More executor fun over the past few days. I and my partner and his son and son’s wife spent a long hot weekend in Austin going through Larry’s house, meeting an estate seller and a realtor and a neighbor, and cleaning up the house, mostly to dispose of paperwork (Larry kept paper copies of tax returns and bill receipts and whatnot going back to the 1990s) that might in any way be incriminating. Removing everything personal; taking a few items out of the house that we wanted to keep; and leaving everything else for the estate seller and the realtor.

Unplanned problems appeared: both garage doors were not working (on our last trip in late April one of them was still working), and so we hired a garage door guy who spent the entire day Saturday fixing them. The car, a VW GTI, had a dead battery; it wasn’t a matter of jumping the battery, it had to be replaced.

My partner’s son, Michael, and his wife, Honey, took care of these things — I was very grateful to have them there — while I and my partner were sorting through all of Larry’s paperwork and personal items, trying to de-personalize the house. And it was hot. In Texas.

Going forward, the tentative plan is to have an estate seller clean up and show the house, likely not before mid-July, and after that, put the empty house up for sale. Given that summer is a slow time of year, it might take a few months to sell.

I had planned to have Larry’s car, a 2012 VW GTI, shipped back to us in California, but the shipping company I had contacted several weeks ago, Roadrunner, was never able to meet our preferred date. (Over and over, I explained to them that we were only in town for the weekend, leaving the 9th, and they kept calling back suggesting a truck to pick up the car on the 10th.) So the car is still sitting in the garage of Larry’s house in Driftwood.

I was concerned about disposing of Larry’s books — a very modest preliminary trial for how anyone might dispose of *my* books — and the best I did this weekend was have Austin-area SF collector and dealer Lawrence Person (Lame Excuse Books) over to the house. Larry had a fair collection of SF books, mostly ones that I recommended to him. Naively I thought Lawrence might pack up all of the 400 SF books, but in fact all he did was to pick out three or four dozen selected titles — he was looking for first editions, and author signatures — that filled up only a couple small boxes. Well, that’s fine.
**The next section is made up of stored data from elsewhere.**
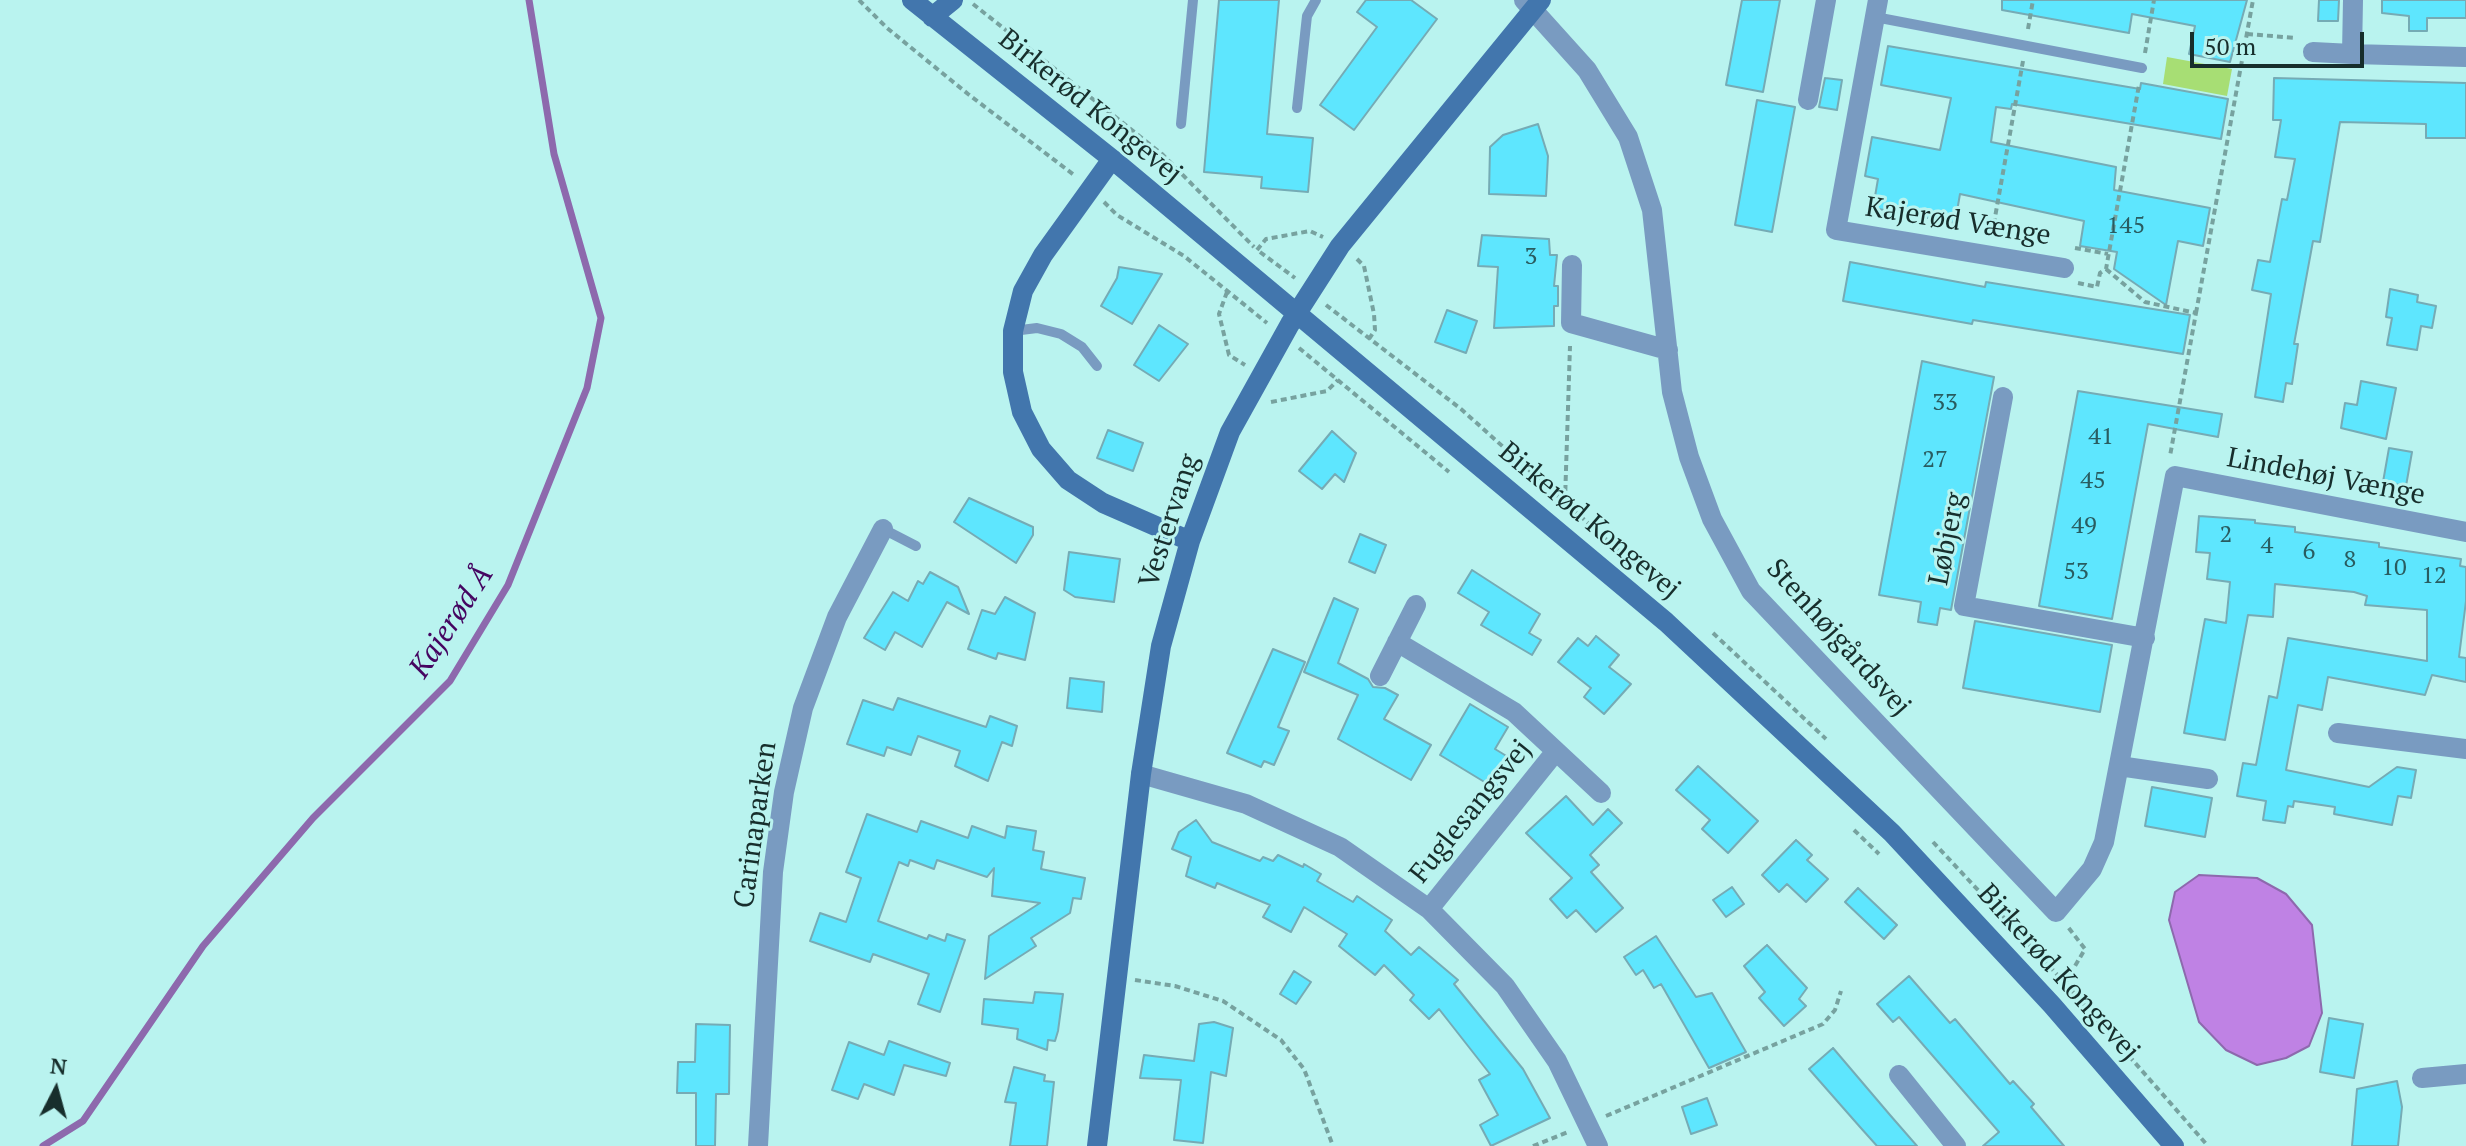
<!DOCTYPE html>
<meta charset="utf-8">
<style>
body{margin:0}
#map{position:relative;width:2466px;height:1146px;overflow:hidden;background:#b9f3ef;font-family:"PT Serif",serif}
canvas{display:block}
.north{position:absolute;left:16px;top:1050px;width:80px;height:80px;-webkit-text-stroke:6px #b9f3ef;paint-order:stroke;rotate:6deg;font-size:22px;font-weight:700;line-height:32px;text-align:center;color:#172e2c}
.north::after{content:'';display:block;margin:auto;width:28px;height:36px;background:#172e2c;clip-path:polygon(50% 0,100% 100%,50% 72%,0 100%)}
.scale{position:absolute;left:2190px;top:32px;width:174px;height:36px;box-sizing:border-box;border:4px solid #172e2c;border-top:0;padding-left:10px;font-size:24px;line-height:28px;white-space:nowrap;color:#172e2c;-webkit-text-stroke:6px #b9f3ef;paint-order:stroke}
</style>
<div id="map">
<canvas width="2466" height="1146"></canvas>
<div class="north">N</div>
<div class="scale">50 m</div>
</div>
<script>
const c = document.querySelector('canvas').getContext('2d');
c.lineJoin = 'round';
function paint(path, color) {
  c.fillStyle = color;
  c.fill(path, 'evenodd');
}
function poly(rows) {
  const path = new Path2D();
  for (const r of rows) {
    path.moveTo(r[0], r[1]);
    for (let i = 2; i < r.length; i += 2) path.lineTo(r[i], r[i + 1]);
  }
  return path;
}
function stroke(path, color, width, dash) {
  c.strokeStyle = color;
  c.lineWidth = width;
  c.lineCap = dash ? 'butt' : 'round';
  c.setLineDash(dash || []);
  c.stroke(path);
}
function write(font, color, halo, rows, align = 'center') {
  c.font = font + ' "PT Serif",serif';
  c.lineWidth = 6;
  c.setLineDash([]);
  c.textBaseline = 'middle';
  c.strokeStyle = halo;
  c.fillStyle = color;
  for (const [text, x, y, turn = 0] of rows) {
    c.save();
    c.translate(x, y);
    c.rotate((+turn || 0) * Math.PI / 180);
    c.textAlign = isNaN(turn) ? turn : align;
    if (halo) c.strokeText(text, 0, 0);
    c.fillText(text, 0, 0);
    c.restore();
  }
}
const green = poly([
 [2167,57,2232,69,2227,96,2163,84]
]);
const water = poly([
 [2199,875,2257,878,2286,894,2312,925,2322,1013,2309,1046,2286,1058,2257,1065,2226,1050,2199,1022,2169,920,2175,892,2199,875]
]);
const stream = poly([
 [43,1146,83,1121,203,946,313,818,450,681,508,585,587,388,601,318,554,154,529,0]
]);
const building = poly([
 [1219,0,1279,0,1267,134,1313,138,1308,192,1261,188,1262,177,1204,172,1219,0],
 [1366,0,1411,0,1437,19,1354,130,1320,105,1377,27,1357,12,1366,0],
 [1742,0,1780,0,1763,92,1726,85,1742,0],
 [2002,0,2247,0,2230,62,2189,54,2195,26,2132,14,2129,33,2002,10,2002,0],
 [2319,0,2339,0,2338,21,2318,21,2319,0],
 [2382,0,2466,0,2466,18,2427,18,2427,31,2409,31,2409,16,2382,13,2382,0],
 [1888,46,2140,89,2141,83,2228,99,2221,139,2012,104,2011,109,1996,107,1991,142,2116,167,2114,190,2210,208,2203,246,2178,241,2166,305,2114,269,2117,252,2080,246,2084,221,1960,194,1955,223,1873,208,1878,179,1865,176,1872,137,1940,150,1951,98,1881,85,1888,46],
 [1825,78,1842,80,1837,110,1819,107,1825,78],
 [2274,78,2466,83,2466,138,2426,138,2426,124,2340,122,2320,242,2313,241,2294,344,2298,344,2292,384,2286,383,2283,402,2255,397,2271,294,2252,290,2258,260,2270,262,2282,199,2287,200,2295,159,2275,157,2281,120,2273,120,2274,78],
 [1757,100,1795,107,1772,232,1735,225,1757,100],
 [1538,124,1548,156,1546,196,1489,194,1490,147,1503,135,1538,124],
 [1482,235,1549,239,1550,255,1557,255,1554,286,1558,286,1558,306,1554,306,1554,326,1494,328,1498,267,1478,266,1482,235],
 [1850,262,1985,287,1986,282,2190,315,2183,354,1973,320,1972,324,1843,301,1850,262],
 [1119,267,1162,274,1132,324,1101,306,1117,278,1119,267],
 [2390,289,2418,295,2417,302,2436,306,2432,328,2421,326,2417,350,2387,345,2392,318,2386,317,2390,289],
 [1447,310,1477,321,1466,353,1435,342,1447,310],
 [1159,325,1188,344,1159,381,1134,365,1159,325],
 [1922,361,1994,377,1951,610,1940,608,1937,625,1918,622,1921,602,1879,595,1922,361],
 [2361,381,2396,388,2386,439,2341,428,2345,403,2357,405,2361,381],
 [2078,391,2222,414,2218,437,2148,424,2112,619,2039,606,2078,391],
 [1108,430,1143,443,1133,471,1097,458,1108,430],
 [1332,431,1356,453,1344,482,1335,474,1322,489,1299,471,1332,431],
 [2389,448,2412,452,2406,486,2383,482,2389,448],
 [969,498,1033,527,1033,535,1016,563,954,522,969,498],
 [2199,516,2255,520,2255,523,2295,527,2295,532,2379,543,2379,547,2461,559,2460,566,2466,567,2466,601,2459,657,2466,658,2466,682,2432,675,2425,695,2328,677,2322,710,2298,705,2286,770,2369,787,2397,767,2416,770,2411,798,2398,796,2392,825,2334,814,2335,807,2294,801,2293,807,2288,806,2285,823,2263,820,2266,801,2237,796,2243,763,2256,765,2269,696,2277,698,2288,638,2427,661,2427,610,2365,605,2367,596,2354,592,2275,584,2273,617,2248,615,2225,740,2184,733,2205,619,2226,623,2230,582,2207,579,2210,553,2196,552,2199,516],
 [1360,534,1386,545,1375,573,1349,562,1360,534],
 [1069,552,1120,559,1114,602,1075,597,1064,590,1069,552],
 [1472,570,1540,614,1529,633,1541,640,1532,655,1481,625,1489,612,1458,593,1472,570],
 [930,572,958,587,969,614,947,602,922,647,895,632,885,650,864,638,893,592,908,601,918,581,923,584,930,572],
 [1005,597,1035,613,1025,660,998,653,996,659,968,649,982,610,995,614,1005,597],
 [1334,598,1358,609,1338,663,1368,679,1373,687,1385,688,1398,695,1384,719,1431,745,1411,780,1338,739,1358,695,1304,672,1334,598],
 [1975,621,2112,645,2100,712,1963,688,1975,621],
 [1596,636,1619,655,1609,667,1631,684,1604,714,1584,697,1591,688,1558,662,1578,638,1588,646,1596,636],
 [1273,649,1305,662,1278,727,1289,731,1274,765,1264,761,1261,767,1227,753,1273,649],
 [1070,678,1104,682,1102,712,1067,708,1070,678],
 [898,698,986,727,990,716,1017,726,1012,746,1002,742,988,781,955,766,960,751,918,736,911,755,887,747,884,756,847,744,863,700,893,710,898,698],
 [1470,704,1508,727,1495,749,1513,760,1496,789,1440,755,1470,704],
 [1698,766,1758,821,1728,853,1702,829,1710,820,1676,790,1698,766],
 [2152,787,2212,798,2205,837,2145,826,2152,787],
 [1566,796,1593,825,1608,809,1622,823,1590,855,1599,865,1591,872,1623,908,1596,932,1576,910,1567,918,1550,899,1572,878,1526,833,1566,796],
 [867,814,917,832,921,821,968,838,972,826,1005,838,1007,826,1036,831,1033,850,1044,852,1041,869,1085,878,1081,899,1073,898,1070,913,1031,938,1036,946,985,979,989,936,1040,903,992,896,994,868,987,877,937,860,934,869,910,860,908,866,899,862,878,921,927,939,929,935,945,941,947,934,965,940,940,1012,918,1004,929,974,873,954,870,962,810,941,820,913,846,922,861,878,846,872,867,814],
 [1196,820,1212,842,1260,861,1263,857,1273,861,1278,855,1303,867,1304,864,1321,874,1317,881,1353,902,1357,896,1392,920,1385,931,1411,955,1419,947,1458,980,1454,984,1523,1069,1550,1118,1491,1146,1480,1125,1498,1115,1479,1080,1490,1074,1439,1009,1429,1019,1410,1000,1414,995,1384,965,1375,975,1339,946,1347,934,1304,907,1291,932,1263,917,1270,905,1217,883,1215,888,1186,876,1191,857,1172,849,1179,832,1196,820],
 [1796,840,1812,855,1807,860,1828,879,1806,902,1787,884,1779,892,1762,875,1796,840],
 [1732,887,1744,904,1726,917,1713,900,1732,887],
 [1858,888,1897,925,1884,939,1845,902,1858,888],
 [1656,936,1696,997,1712,993,1746,1052,1709,1068,1661,984,1654,988,1643,970,1636,975,1624,957,1656,936],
 [1767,945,1807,988,1799,999,1806,1006,1784,1026,1759,998,1765,992,1744,966,1767,945],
 [1294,971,1311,982,1296,1004,1280,994,1294,971],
 [1909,976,1950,1023,1955,1019,2010,1084,2013,1081,2034,1104,2031,1107,2064,1146,1983,1146,1999,1132,1899,1017,1893,1022,1877,1004,1909,976],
 [1035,992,1063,994,1058,1031,1055,1041,1048,1040,1047,1050,1017,1039,1018,1029,982,1024,984,999,1033,1003,1035,992],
 [2329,1018,2363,1024,2354,1078,2320,1072,2329,1018],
 [1214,1022,1233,1028,1226,1076,1211,1072,1203,1143,1174,1140,1181,1080,1140,1078,1144,1055,1194,1061,1199,1024,1214,1022],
 [696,1024,730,1025,729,1094,716,1094,715,1146,696,1146,696,1093,677,1093,678,1062,695,1062,696,1024],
 [889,1041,950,1063,946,1076,904,1065,894,1095,864,1084,858,1099,832,1090,849,1042,884,1055,889,1041],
 [1833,1048,1890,1115,1917,1146,1877,1146,1860,1127,1809,1069,1833,1048],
 [1014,1067,1045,1075,1044,1081,1054,1082,1047,1146,1010,1146,1016,1103,1005,1102,1014,1067],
 [2397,1081,2402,1107,2398,1146,2352,1146,2357,1089,2397,1081],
 [1707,1098,1717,1125,1691,1134,1682,1107,1707,1098]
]);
const path = poly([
 [859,0,887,28,968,94,1074,175],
 [973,4,1162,154,1254,247],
 [2028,29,2033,0],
 [2247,34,2296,38],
 [2145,53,2154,0],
 [1104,202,1117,215,1184,256,1267,323],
 [1992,234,2023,61],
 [2075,248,2108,254],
 [1257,250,1266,239,1310,231,1323,237],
 [1260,252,1295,278],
 [1357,259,1364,266,1374,314,1375,330,1369,339],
 [2106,269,2145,302,2196,313,2170,456],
 [2078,283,2097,287,2100,273,2106,269,2139,85],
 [1227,292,1219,314,1229,355,1245,365],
 [1326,305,1461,409,1637,567],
 [2196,313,2253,0],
 [1299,348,1449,472],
 [1271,402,1327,391,1338,380],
 [1565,501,1570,346],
 [1713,633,1826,739],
 [1854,830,1879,854],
 [1933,842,2065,983,2208,1146],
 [1135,980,1175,986,1223,1001,1281,1040,1304,1069,1333,1146],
 [2065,983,2085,949,2068,927],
 [1606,1116,1823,1024,1835,1010,1841,991],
 [1533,1146,1568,1132]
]);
const lane = poly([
 [1875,17,2142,68],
 [1297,108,1307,16,1316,0],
 [1181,124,1193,0],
 [1013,331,1037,328,1061,334,1082,347,1097,366],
 [883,529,916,546]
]);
const street = poly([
 [1524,0,1587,70,1628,137,1652,210,1672,392,1689,457,1712,519,1751,591,2056,912,2092,869,2104,842,2175,476,2466,532],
 [1878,0,1836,230,2064,268],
 [2353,0,2352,54,2466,57],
 [2313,52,2352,54],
 [1808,100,1826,0],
 [1572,265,1571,323,1668,350],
 [2003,397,1964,606,2145,638],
 [1397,642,1514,712,1601,793],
 [1380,676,1416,605],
 [2338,733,2466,749],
 [2119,766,2208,779],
 [1141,774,1246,804,1340,847,1429,909,1505,986,1557,1061,1598,1146],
 [1429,909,1556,751],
 [1899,1075,1956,1146],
 [2422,1078,2466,1074],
 [758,1146,773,872,784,792,803,708,837,617,883,529]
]);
const secondary = poly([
 [912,0,1112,159,1666,622,1892,833,2052,1005,2174,1146],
 [932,17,953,0],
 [1112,159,1043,255,1023,291,1013,331,1013,372,1022,412,1041,449,1068,480,1103,503,1190,541],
 [1097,1146,1141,774,1161,646,1190,541,1230,432,1290,324,1340,246,1541,0]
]);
const numberNames = [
 ["145",2126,226],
 ["3",1531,257],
 ["33",1945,403],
 ["41",2101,437],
 ["27",1935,460],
 ["45",2093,481],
 ["49",2084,526],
 ["2",2226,535],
 ["4",2267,546],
 ["6",2309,552],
 ["8",2350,560],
 ["10",2394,568],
 ["53",2076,572],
 ["12",2434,576]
];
const streetNames = [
 ["Birkerød Kongevej",1090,107,39],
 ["Kajerød Vænge",1958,222,9],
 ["Lindehøj Vænge",2326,477,11],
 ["Vestervang",1170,521,-72],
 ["Birkerød Kongevej",1589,521,40],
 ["Løbjerg",1948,539,-79],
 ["Stenhøjgårdsvej",1838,638,48],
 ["Fuglesangsvej",1471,812,-51],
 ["Carinaparken",756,825,-82],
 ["Birkerød Kongevej",2058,973,48]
];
const waterNames = [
 ["Kajerød Å",452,622,-57]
];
paint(green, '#a7de74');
paint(water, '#bf82e4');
stroke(water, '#8d69ad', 2);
stroke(stream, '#8d69ad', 7);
paint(building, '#5ee6fe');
stroke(building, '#75abb5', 2);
stroke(path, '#77a29f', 4, [6, 4]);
stroke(lane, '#799bc1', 10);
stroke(street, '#799bc1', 20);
stroke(secondary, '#4276ad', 20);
write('24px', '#295c60', null, numberNames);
write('28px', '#172e2c', '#b9f3ef', streetNames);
write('italic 30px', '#450561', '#b9f3ef', waterNames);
</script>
Lawrence will find those books better homes than the estate seller, who will dispose — sell or donate — the rest of them. (My backup plan was to take the rest to the nearest Half Price Books, but that would have taken more hours out of our tight weekend schedule. So it didn’t happen.)

And the second concern was about Larry’s bikes. L was an avid cyclist ever since the 1980s, when I met him, and he moved to the Austin area in 2006 after his retirement, partly to have country roads to ride on (even though those roads got much more congested over the years). In the last years of his life his physical health was failing, and so he’d probably not ridden his bikes in the past three years or more. There were three bikes in the garage, or in the house: a Trek, a Felt, and a Litespeed. (That’s the Litespeed in the photo above.) What to do with them? I took photos during our previous trip there in April, and Google-image-searched them, and found sites on eBay and the like that suggested used bikes like those, even though much more expensive new, might still fetch $1500 or more used.

I called the nearest bike shop to L’s house early last week, and explained the situation and the bikes, and the guy on the phone (he was impressed by my mentioning a Litespeed; but I should have gotten his name!!) said yes, bring them in, we can give you a deal. So on Friday we carefully packed the three bicycle into the back of our rental Mazda SUV, and took them to Trek Bicycle Bee Cave, where the guys there said no, they do not take used bikes except as trade-ins. Nor does Bike Farm. They did offer to ship the bikes to me in California, for $80 each. Obviously, I can’t use a trade-in…

It was a very busy weekend. The bikes are still sitting in Larry’s garage. I am debating contacting someone in Austin to ship them to me in Oakland, where I can find buyers; or let them sit in the house for the estate seller to price, sell, or donate.

I am not in it for the money. I’m not out to squeeze every dime out of Larry’s estate. I just don’t want to see his books, or bicycles, be disposed of to people who would not appreciate them.